The first problem with the anti-vaccine movement’s “house of cards” strategy is not understanding how science works. Though it does happen, it is rare for a single study to be a paradigm changer and in almost every case the study is well designed and opens up an entirely new area of research that includes several ever larger studies that confirm and expand upon the results of the initial study. More often than not, the results of multiple studies on a topic contradict each other but this does not mean that one or both sides are correct or wrong. Often it takes one or more “meta-analysis” to wade through the data from different studies that use different methodologies on different study populations to reach some type of statistical conclusion. The fact that a few studies appear to suggest an MMR or thimerosal link to autism does not definitively prove anything, nor does it negate the data of much larger and better designed studies.

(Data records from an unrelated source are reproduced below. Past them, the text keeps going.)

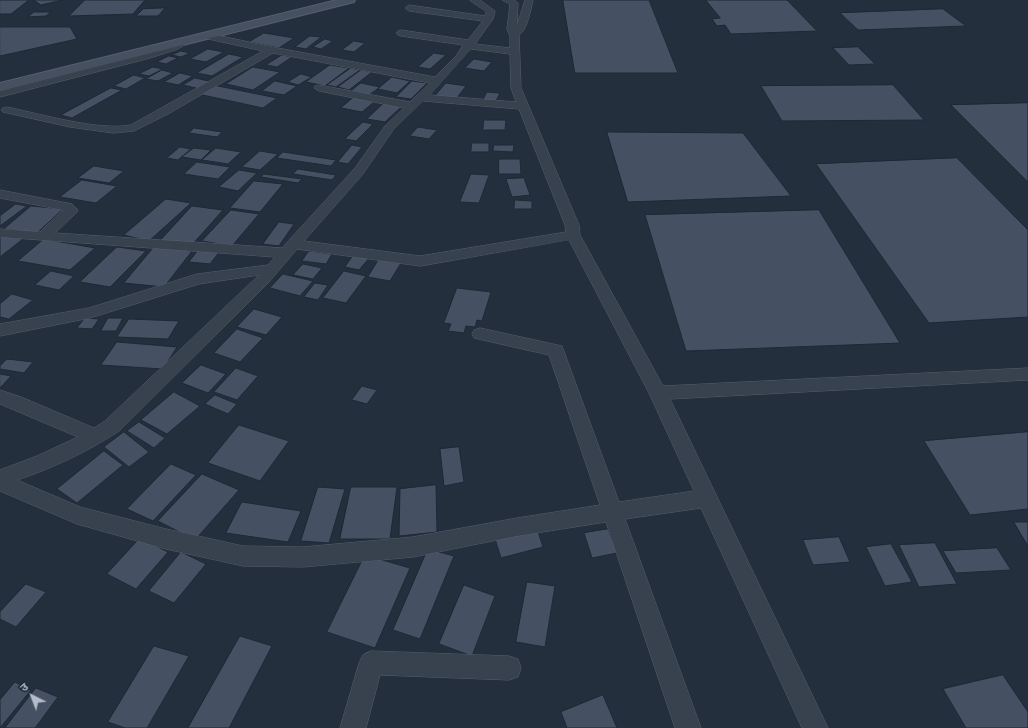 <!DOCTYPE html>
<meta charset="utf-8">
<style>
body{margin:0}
#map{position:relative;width:1028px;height:728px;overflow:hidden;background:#242f3e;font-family:Cabin,"Noto Sans Devanagari",sans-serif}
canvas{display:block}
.north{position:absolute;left:12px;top:676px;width:40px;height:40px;-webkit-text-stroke:3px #1d2633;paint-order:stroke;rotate:318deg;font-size:11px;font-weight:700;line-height:16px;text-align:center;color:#b4bcc9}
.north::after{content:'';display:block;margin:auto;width:14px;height:18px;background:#b4bcc9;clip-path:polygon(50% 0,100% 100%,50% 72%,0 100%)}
</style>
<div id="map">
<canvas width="1028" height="728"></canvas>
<div class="north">उ</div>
</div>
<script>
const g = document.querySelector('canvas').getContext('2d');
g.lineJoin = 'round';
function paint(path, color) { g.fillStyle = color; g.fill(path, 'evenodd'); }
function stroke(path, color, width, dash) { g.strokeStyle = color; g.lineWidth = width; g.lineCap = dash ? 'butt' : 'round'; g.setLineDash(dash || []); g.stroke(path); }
const building = new Path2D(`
 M 0,0 L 29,0 L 11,14 L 0,14 Z
 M 34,0 L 63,0 L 41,5 Z
 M 85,0 L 145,0 L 133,14 L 69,16 Z
 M 563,0 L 649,0 L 678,73 L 575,73 Z
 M 706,0 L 787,0 L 817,31 L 731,34 L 725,25 L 717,26 L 712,19 L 720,18 Z
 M 165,8 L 158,16 L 136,16 L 143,9 Z
 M 943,9 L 966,26 L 858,30 L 840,13 Z
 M 34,12 L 51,12 L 46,16 L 28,17 Z
 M 0,27 L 70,27 L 77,39 L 0,56 Z
 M 264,33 L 294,38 L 279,48 L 249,42 Z
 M 310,36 L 321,37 L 306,49 L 295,47 Z
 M 325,39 L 333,41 L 321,49 L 313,47 Z
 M 354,41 L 365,43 L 354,52 L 342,50 Z
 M 858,47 L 875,64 L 849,65 L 833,48 Z
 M 208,49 L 224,52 L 206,62 L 190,59 Z
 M 181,51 L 190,53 L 181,57 L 172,55 Z
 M 434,53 L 446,55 L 430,69 L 418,67 Z
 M 229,54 L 243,57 L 212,76 L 197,73 Z
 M 282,55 L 292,57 L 277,67 L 266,65 Z
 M 169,56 L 178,58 L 166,64 L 157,62 Z
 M 474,59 L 492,62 L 484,71 L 465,68 Z
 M 330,65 L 349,68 L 325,86 L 306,82 Z
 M 153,67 L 163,69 L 149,76 L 139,74 Z
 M 253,67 L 280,72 L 253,90 L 226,84 Z
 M 351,68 L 360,70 L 336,87 L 327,85 Z
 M 162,70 L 173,73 L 158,81 L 146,79 Z
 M 361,70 L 372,72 L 349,90 L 338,87 Z
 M 180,73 L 193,76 L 178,85 L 164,82 Z
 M 301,74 L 312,77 L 298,85 L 288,82 Z
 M 134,75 L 145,78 L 126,89 L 114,86 Z
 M 392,77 L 410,81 L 397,93 L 378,89 Z
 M 195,78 L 213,82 L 200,89 L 183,85 Z
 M 275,81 L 297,86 L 284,95 L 262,91 Z
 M 412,81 L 427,83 L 411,99 L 396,97 Z
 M 361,83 L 380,87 L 369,95 L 351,91 Z
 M 446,83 L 466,86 L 456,99 L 435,96 Z
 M 213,85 L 277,98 L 263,108 L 198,94 Z
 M 893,85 L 924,120 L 782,121 L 761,86 Z
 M 111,88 L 122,90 L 72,118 L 61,115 Z
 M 487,92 L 500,93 L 496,101 L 483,100 Z
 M 354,97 L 374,102 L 362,112 L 341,108 Z
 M 384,103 L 401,107 L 385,122 L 367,119 Z
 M 1028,103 L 1028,182 L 951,105 Z
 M 484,120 L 506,120 L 505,130 L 483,130 Z
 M 363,122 L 373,124 L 356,141 L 345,139 Z
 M 418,127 L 437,130 L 429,139 L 410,136 Z
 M 194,128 L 222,132 L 217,137 L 189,133 Z
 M 607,132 L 743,133 L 791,196 L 628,202 Z
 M 472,143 L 489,143 L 489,152 L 471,152 Z
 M 352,145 L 362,147 L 348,164 L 338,162 Z
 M 494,145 L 514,145 L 513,152 L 493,151 Z
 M 180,147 L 191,149 L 178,160 L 167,158 Z
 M 194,148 L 211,150 L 201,160 L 182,157 Z
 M 216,148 L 241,152 L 228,164 L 202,160 Z
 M 260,151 L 278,154 L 260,170 L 242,167 Z
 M 283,152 L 336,160 L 331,166 L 277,158 Z
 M 957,158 L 1028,230 L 1028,317 L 929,323 L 816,164 Z
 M 499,159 L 520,159 L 521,174 L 499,174 Z
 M 197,162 L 230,167 L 218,179 L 184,174 Z
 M 94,166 L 124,171 L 109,183 L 78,178 Z
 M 298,169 L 336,175 L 332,180 L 293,174 Z
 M 239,170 L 257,173 L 238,191 L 219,187 Z
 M 264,174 L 302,179 L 298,183 L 261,177 Z
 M 471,174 L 489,175 L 479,203 L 460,202 Z
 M 524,178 L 530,195 L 512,197 L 506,179 Z
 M 82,180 L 117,186 L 96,203 L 60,197 Z
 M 254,181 L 283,184 L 260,212 L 230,208 Z
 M 166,199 L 191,203 L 149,241 L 124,235 Z
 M 515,200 L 532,201 L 532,209 L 514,209 Z
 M 16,204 L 27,206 L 0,226 L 0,216 Z
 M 31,206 L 63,209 L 37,233 L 4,229 Z
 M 192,206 L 223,210 L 191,246 L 159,242 Z
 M 231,210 L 259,214 L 232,246 L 202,241 Z
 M 819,210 L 900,343 L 686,351 L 645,215 Z
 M 279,222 L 294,224 L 279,246 L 263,244 Z
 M 3,236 L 23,239 L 0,257 L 0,238 Z
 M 44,239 L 95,248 L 70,270 L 18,261 Z
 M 117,247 L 146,251 L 110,287 L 80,282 Z
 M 154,247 L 192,251 L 164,287 L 124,283 Z
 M 200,248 L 220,251 L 210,264 L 189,262 Z
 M 309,251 L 332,254 L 326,264 L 302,261 Z
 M 355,253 L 370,257 L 359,270 L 345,267 Z
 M 379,259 L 401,263 L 390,281 L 368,277 Z
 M 303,264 L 322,268 L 313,279 L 293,275 Z
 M 51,271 L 74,276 L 59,290 L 35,285 Z
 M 344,271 L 366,276 L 346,303 L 323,298 Z
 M 283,274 L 313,281 L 300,296 L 270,288 Z
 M 315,283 L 328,285 L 318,300 L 304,297 Z
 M 457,288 L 491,292 L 482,321 L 477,320 L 475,327 L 466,326 L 464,333 L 448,331 L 451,324 L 444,323 Z
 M 12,294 L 33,300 L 9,319 L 0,317 L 0,304 Z
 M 254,309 L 282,317 L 266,335 L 237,327 Z
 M 85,318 L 99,319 L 92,329 L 77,328 Z
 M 108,318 L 123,318 L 116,331 L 101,331 Z
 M 129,319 L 179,321 L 168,339 L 117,337 Z
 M 237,329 L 263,338 L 240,362 L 214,353 Z
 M 117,342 L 177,347 L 163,369 L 101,365 Z
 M 7,359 L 33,362 L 24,373 L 0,369 L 0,366 Z
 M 201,365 L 226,374 L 208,393 L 182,383 Z
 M 236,368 L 258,376 L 237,400 L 214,392 Z
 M 0,374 L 11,376 L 0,388 Z
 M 362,386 L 377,390 L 367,404 L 352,400 Z
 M 174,392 L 200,406 L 167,434 L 141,420 Z
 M 215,395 L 237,404 L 228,414 L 205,404 Z
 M 139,422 L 165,438 L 154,448 L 127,431 Z
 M 239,425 L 289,441 L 260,481 L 208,463 Z
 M 124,432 L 149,452 L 129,467 L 104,447 Z
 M 1028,432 L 1028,509 L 970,515 L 924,441 Z
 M 459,447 L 464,482 L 444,486 L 440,449 Z
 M 104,451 L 123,465 L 77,503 L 57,489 Z
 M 171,464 L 196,475 L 153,521 L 127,509 Z
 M 202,474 L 239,490 L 195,540 L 158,521 Z
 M 436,485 L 437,532 L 399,536 L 400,489 Z
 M 318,487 L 345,489 L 329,543 L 301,541 Z
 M 351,487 L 397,487 L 390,539 L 340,539 Z
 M 242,502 L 301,511 L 288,542 L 226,533 Z
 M 1014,522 L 1028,522 L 1028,546 Z
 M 537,528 L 543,547 L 501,558 L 495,539 Z
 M 608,529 L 617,553 L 592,558 L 584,533 Z
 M 839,537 L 850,562 L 813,565 L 803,540 Z
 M 140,538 L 168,552 L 136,589 L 107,574 Z
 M 935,543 L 957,584 L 919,587 L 899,545 Z
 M 891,544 L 912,582 L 885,586 L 866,547 Z
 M 997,548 L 1011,570 L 956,573 L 943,551 Z
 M 428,549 L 454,556 L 420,639 L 393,630 Z
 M 181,552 L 206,564 L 174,603 L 149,591 Z
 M 365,555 L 410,568 L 375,648 L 327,632 Z
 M 527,582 L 555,586 L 545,647 L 516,642 Z
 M 26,584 L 46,592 L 16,627 L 0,619 L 0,612 Z
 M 464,585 L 495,596 L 472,656 L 439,644 Z
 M 240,636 L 272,646 L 229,728 L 188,728 Z
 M 154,646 L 189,656 L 147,728 L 125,728 L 108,722 Z
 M 1003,675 L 1028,712 L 1028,728 L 966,728 L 943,689 Z
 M 15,682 L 31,690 L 0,728 L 0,700 Z
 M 36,688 L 58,697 L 35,728 L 5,728 Z
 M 603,695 L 617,728 L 567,728 L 561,712 Z`);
paint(building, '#455162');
stroke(building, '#1f2835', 1);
const street = new Path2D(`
 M 470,0 L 480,0 L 495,11 L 493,19 L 475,44 L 510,48 L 510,36 L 507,29 L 510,4 L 502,0 L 514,0 L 518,3 L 517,25 L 525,0 L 533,0 C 531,9 527,31 519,35 L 521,88 L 579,225 L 580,235 L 663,386 L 1028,368 L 1028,380 L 670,399 L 828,728 L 802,728 L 701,508 L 625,519 L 701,728 L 675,728 L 606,522 L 517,536 L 413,557 L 303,567 L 243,566 L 166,549 L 77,524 L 0,491 L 0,470 L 37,456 L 78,437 L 0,404 L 0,390 L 21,397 L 94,428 L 105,421 L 259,275 L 199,284 L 90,318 L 0,336 L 0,324 L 89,308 L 197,274 L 268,265 L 275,257 L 0,237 L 0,229 L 40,232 L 63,210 L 0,198 L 0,190 L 67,203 L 72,204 L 78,210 L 76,213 L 55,233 L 282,248 L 355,168 L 385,126 L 404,108 L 319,91 L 314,88 L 315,86 L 319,85 L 410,102 L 430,83 L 273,53 L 168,114 L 134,131 L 113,133 L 70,127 L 3,112 L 1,110 L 3,108 L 7,107 C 41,114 98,131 131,125 L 263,51 L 204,38 L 202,36 L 207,33 L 272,47 L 435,77 L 456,56 L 463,45 L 401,36 L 398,35 L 396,33 L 398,31 L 401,30 L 468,40 L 483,21 L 409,11 L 405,8 L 409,5 L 485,16 L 486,12 ZM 471,49 L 510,54 L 511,88 L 516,102 L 430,95 ZM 423,101 L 519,109 L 565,225 L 566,232 L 420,256 L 304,241 L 363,174 L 393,130 ZM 569,240 L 649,393 L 694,491 L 619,502 L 562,346 L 480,328 L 474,330 L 472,334 L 474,338 L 549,355 L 600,505 L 517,518 L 413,537 L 303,547 L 243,546 L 166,529 L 80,507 L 17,480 C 53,468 87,452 119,431 L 269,282 L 297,249 L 420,266 Z
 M 185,38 L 190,41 L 178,49 L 150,58 L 0,97 L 0,91 L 144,54 L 172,45 Z
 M 371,651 L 509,656 L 518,659 L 521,668 L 518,677 L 509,680 L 380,675 L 366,728 L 340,728 L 359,663 L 363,655 Z`);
const secondary = new Path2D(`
 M 337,0 L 355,0 L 354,2 L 0,91 L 0,83 Z`);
stroke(street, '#565f6c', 1);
stroke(secondary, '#565f6c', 2);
paint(street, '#38414e');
paint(secondary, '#465061');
</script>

The second problem with this strategy is in assuming that the prevailing establishment theories on the safety and efficacy of vaccines really and truly constitute a house of cards based on flimsy to little evidence that is ready to buckle and come crashing down at the slightest touch of the truth. Obviously this has not happened which means that what the anti-vaccine movement has in its study arsenal is not really the truth and/or that mainstream vaccine theory is a solid bedrock of repeatedly tested and confirmed evidence and data.

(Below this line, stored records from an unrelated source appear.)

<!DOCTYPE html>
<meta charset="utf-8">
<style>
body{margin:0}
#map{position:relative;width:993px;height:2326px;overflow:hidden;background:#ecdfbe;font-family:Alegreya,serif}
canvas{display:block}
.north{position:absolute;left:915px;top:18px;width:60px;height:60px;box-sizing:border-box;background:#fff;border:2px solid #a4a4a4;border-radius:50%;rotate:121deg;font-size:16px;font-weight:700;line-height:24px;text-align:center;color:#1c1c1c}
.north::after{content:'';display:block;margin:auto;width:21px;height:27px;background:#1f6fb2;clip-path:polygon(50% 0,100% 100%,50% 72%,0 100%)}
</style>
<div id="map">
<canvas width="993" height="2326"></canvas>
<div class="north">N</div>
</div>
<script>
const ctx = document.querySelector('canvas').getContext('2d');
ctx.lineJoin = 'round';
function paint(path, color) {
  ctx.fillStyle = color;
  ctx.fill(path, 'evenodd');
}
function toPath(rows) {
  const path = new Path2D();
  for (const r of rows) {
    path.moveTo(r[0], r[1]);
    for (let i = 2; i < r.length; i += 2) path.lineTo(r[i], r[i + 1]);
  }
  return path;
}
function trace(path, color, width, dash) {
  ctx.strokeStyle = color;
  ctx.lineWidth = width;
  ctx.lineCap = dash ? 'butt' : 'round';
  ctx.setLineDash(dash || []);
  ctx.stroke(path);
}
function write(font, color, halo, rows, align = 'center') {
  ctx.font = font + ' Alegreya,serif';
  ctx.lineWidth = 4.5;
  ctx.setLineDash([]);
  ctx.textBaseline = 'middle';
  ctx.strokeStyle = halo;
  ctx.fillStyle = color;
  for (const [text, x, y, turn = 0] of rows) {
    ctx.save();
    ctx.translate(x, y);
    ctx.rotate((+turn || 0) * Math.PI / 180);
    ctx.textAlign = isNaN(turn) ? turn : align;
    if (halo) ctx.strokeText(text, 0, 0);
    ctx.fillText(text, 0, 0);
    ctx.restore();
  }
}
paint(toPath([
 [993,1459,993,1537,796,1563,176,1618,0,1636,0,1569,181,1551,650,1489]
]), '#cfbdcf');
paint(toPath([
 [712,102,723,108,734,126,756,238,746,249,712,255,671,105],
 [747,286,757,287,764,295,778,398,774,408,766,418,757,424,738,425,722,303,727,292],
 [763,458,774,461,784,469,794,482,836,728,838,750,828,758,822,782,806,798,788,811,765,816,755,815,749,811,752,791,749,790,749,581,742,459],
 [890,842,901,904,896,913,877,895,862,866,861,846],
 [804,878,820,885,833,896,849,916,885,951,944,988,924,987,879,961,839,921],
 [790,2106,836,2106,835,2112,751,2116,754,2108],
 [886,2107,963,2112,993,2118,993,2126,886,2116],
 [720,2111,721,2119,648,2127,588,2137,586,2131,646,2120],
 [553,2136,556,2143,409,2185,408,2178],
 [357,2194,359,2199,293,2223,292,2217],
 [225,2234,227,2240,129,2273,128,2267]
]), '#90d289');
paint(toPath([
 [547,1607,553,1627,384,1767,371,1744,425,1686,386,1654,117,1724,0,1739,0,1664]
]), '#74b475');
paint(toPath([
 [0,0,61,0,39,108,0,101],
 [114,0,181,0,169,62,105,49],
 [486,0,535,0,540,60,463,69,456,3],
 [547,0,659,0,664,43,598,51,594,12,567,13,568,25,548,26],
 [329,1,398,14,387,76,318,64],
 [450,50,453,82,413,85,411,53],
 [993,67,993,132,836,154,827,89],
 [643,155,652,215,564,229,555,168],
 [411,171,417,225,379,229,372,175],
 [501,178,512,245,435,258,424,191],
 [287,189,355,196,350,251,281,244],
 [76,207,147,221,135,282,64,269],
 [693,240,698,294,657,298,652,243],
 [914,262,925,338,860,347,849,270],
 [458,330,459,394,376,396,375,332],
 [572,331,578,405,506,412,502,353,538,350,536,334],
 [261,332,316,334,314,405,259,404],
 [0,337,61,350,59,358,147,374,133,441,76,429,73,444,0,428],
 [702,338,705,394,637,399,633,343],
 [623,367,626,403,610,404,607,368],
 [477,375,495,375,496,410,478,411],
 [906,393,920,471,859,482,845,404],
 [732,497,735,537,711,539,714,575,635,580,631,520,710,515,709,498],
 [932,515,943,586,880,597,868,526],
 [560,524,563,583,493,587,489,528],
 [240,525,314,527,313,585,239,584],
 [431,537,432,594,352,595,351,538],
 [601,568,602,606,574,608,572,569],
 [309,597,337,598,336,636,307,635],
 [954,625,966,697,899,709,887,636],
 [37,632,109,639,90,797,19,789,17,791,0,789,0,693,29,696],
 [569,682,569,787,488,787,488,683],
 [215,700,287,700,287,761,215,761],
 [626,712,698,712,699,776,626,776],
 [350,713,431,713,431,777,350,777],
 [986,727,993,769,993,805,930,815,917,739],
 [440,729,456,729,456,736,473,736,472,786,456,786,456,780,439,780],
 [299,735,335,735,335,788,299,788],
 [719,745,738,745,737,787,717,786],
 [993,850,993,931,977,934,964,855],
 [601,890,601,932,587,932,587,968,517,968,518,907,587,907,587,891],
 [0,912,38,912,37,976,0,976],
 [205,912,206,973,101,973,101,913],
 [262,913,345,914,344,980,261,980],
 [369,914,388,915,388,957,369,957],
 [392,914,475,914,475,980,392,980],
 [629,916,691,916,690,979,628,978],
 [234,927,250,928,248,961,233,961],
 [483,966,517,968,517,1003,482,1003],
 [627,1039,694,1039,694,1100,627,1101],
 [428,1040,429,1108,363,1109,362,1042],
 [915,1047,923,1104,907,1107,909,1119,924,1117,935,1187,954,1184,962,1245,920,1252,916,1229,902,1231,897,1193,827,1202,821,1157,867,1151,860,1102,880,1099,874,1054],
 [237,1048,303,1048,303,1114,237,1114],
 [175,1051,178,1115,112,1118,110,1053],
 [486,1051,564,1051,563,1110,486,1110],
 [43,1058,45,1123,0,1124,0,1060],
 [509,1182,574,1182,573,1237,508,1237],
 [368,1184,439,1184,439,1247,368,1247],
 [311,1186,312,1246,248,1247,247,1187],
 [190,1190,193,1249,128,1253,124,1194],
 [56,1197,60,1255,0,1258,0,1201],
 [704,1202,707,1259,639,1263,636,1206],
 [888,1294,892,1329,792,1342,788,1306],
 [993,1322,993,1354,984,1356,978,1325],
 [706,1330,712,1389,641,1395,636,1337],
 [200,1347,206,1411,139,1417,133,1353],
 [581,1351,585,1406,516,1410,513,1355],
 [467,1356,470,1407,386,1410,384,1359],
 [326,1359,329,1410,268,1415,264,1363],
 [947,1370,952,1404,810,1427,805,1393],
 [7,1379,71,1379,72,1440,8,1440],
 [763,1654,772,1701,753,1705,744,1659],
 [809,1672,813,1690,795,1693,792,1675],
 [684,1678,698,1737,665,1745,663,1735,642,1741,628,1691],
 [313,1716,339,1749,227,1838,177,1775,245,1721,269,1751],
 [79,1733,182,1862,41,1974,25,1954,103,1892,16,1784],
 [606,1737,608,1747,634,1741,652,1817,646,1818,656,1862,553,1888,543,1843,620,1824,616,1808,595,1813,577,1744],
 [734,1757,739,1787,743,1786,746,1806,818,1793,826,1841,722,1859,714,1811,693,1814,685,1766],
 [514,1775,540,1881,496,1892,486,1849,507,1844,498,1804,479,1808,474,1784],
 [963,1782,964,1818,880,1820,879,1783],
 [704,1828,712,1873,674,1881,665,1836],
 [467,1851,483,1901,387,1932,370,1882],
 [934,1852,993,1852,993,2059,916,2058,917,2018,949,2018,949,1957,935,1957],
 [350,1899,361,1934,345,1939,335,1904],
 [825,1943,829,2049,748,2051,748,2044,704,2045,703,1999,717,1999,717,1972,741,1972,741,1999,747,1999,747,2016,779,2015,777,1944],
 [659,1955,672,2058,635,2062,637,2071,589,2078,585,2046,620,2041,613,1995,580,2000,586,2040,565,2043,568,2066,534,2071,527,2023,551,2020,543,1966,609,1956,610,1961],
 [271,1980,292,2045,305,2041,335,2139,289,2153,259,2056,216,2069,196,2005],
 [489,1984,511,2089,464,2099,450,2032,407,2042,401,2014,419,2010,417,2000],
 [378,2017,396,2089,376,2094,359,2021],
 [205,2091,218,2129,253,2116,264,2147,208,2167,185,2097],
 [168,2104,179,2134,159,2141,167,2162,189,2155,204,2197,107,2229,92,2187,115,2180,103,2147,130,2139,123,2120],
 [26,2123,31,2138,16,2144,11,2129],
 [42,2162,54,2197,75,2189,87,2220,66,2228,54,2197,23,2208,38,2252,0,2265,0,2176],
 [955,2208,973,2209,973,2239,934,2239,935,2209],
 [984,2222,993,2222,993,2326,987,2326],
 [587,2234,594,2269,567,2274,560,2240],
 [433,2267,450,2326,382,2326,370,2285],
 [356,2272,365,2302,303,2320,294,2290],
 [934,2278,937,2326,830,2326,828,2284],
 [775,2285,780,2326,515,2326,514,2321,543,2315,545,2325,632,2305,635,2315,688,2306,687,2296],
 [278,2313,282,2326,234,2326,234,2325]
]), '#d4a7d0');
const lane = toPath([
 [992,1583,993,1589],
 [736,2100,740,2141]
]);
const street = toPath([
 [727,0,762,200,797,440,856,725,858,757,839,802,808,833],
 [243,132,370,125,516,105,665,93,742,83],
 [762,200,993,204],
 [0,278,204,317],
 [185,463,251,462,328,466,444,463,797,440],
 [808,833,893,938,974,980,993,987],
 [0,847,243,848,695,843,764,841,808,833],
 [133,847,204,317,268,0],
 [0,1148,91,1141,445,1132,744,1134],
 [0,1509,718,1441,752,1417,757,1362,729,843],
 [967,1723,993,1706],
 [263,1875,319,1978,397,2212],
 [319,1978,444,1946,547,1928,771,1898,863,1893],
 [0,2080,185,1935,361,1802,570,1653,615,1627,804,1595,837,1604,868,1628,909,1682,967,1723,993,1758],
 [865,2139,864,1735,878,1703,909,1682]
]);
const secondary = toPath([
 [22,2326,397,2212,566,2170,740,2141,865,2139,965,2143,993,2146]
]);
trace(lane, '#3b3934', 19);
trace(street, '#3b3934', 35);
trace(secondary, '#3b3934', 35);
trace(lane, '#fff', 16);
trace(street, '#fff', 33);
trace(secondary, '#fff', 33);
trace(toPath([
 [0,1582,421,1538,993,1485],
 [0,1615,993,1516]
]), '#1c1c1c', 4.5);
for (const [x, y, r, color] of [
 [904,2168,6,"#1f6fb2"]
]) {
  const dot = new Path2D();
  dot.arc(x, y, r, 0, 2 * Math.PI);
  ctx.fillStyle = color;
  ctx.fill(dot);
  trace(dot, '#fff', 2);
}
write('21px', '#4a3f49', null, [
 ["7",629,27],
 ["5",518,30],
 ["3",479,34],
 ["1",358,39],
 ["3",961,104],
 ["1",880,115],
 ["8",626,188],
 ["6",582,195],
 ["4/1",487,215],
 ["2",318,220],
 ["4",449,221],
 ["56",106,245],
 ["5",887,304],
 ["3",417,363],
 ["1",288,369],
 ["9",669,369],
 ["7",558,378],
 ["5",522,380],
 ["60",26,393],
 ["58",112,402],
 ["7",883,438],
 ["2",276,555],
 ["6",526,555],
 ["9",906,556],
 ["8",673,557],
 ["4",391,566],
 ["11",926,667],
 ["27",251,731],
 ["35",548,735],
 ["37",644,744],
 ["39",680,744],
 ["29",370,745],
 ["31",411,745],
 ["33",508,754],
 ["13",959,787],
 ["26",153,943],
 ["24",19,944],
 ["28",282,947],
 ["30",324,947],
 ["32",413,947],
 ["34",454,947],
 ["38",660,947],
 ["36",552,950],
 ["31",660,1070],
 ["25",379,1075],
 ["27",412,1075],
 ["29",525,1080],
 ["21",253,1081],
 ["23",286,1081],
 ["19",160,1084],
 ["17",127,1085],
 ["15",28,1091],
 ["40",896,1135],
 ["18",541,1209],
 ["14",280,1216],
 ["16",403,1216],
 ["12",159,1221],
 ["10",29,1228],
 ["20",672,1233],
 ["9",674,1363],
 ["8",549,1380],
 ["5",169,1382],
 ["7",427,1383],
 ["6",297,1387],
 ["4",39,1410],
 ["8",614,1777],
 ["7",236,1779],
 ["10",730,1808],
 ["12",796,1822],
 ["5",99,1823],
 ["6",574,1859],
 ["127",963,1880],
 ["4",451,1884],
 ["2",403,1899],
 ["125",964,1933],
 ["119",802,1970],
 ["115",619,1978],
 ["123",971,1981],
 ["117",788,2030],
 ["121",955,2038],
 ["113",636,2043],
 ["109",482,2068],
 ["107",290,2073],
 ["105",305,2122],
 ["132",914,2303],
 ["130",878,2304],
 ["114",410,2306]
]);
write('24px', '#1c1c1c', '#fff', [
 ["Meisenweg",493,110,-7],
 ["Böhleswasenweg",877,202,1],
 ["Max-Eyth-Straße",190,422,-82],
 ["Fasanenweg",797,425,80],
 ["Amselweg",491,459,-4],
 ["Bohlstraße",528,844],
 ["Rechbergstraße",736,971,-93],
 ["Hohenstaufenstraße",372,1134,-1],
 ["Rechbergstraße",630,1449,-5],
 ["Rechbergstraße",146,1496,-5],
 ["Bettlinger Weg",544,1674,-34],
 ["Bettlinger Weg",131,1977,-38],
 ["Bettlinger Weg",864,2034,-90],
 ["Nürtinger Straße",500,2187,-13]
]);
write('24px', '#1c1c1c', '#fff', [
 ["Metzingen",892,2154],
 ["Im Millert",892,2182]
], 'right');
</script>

Of course, the conspiracy come into play when the theorists claim that the establishment is suppressing the truth by ignoring or suppressing their study results. Of course they never prove that that this “suppression” is from efforts to prevent the truth from coming out and not because their studies are junk.
Perhaps a little comparison in what a successful scientific paradigm change looks like is in order. For over 80 years, the prevailing theory in the medical field was that excess stomach acid is the cause of stomach ulcers. Though it had been proposed that a bacterial infection might be a cause, it was not until 1982 that Australian physicians Barry Marshall and Robin Warren were the first to isolate the bacterium Helicobacter pylori and find that it is a significant cause of gastritis and peptic ulcers in humans. Initially they met a significant amount of resistance from the scientific community and it took several years for their study to be published and start to be accepted. Hundreds of follow up studies confirmed and expanded upon their results and in 2005 they were awarded the Nobel Prize in Medicine for their discovery that changed our understanding and treatment of stomach ulcers. In contrast, Dr. Wakefield’s Lancet study and MMR-autism theory was decidedly not followed by a ever growing body of successive experimental, clinical, and epidemiological evidence (quite the contrary) but the study itself was retracted in 2009 and Dr. Wakefield lost his UK job and currently works in Texas without a medical license.
That’s quite a contrast!
*Time trends in autism and in MMR immunization coverage in California. (JAMA 2001 Mar 7;285(9):1183-5), A population-based study of measles, mumps, and rubella vaccination and autism. (N Engl J Med 2002 Nov 7;347(19):1477-82), Thimerosal and the occurrence of autism: negative ecological evidence from Danish population-based data. (Pediatrics 2003 Sep;112(3 Pt 1):604-6), Mumps, measles, and rubella vaccine and the incidence of autism recorded by general practitioners: a time trend analysis (BMJ 2001 Feb 24;322(7284):460-3), No evidence for a new variant of measles-mumps-rubella-induced autism (Pediatrics 2001 Oct;108(4):E58), Autism and measles, mumps, and rubella vaccine: no epidemiological evidence for a causal association (Lancet 1999 Jun 12;353(9169):2026-9), Neurologic disorders after measles-mumps-rubella vaccination (Pediatrics 2002 Nov;110(5):957-63), MMR and autism: further evidence against a causal association (Vaccine 2001 Jun 14;19(27):3632-5). Association of autistic spectrum disorder and the measles, mumps, and rubella vaccine: a systematic review of current epidemiological evidence (Arch Pediatr Adolesc Med 2003 Jul;157(7):628-34).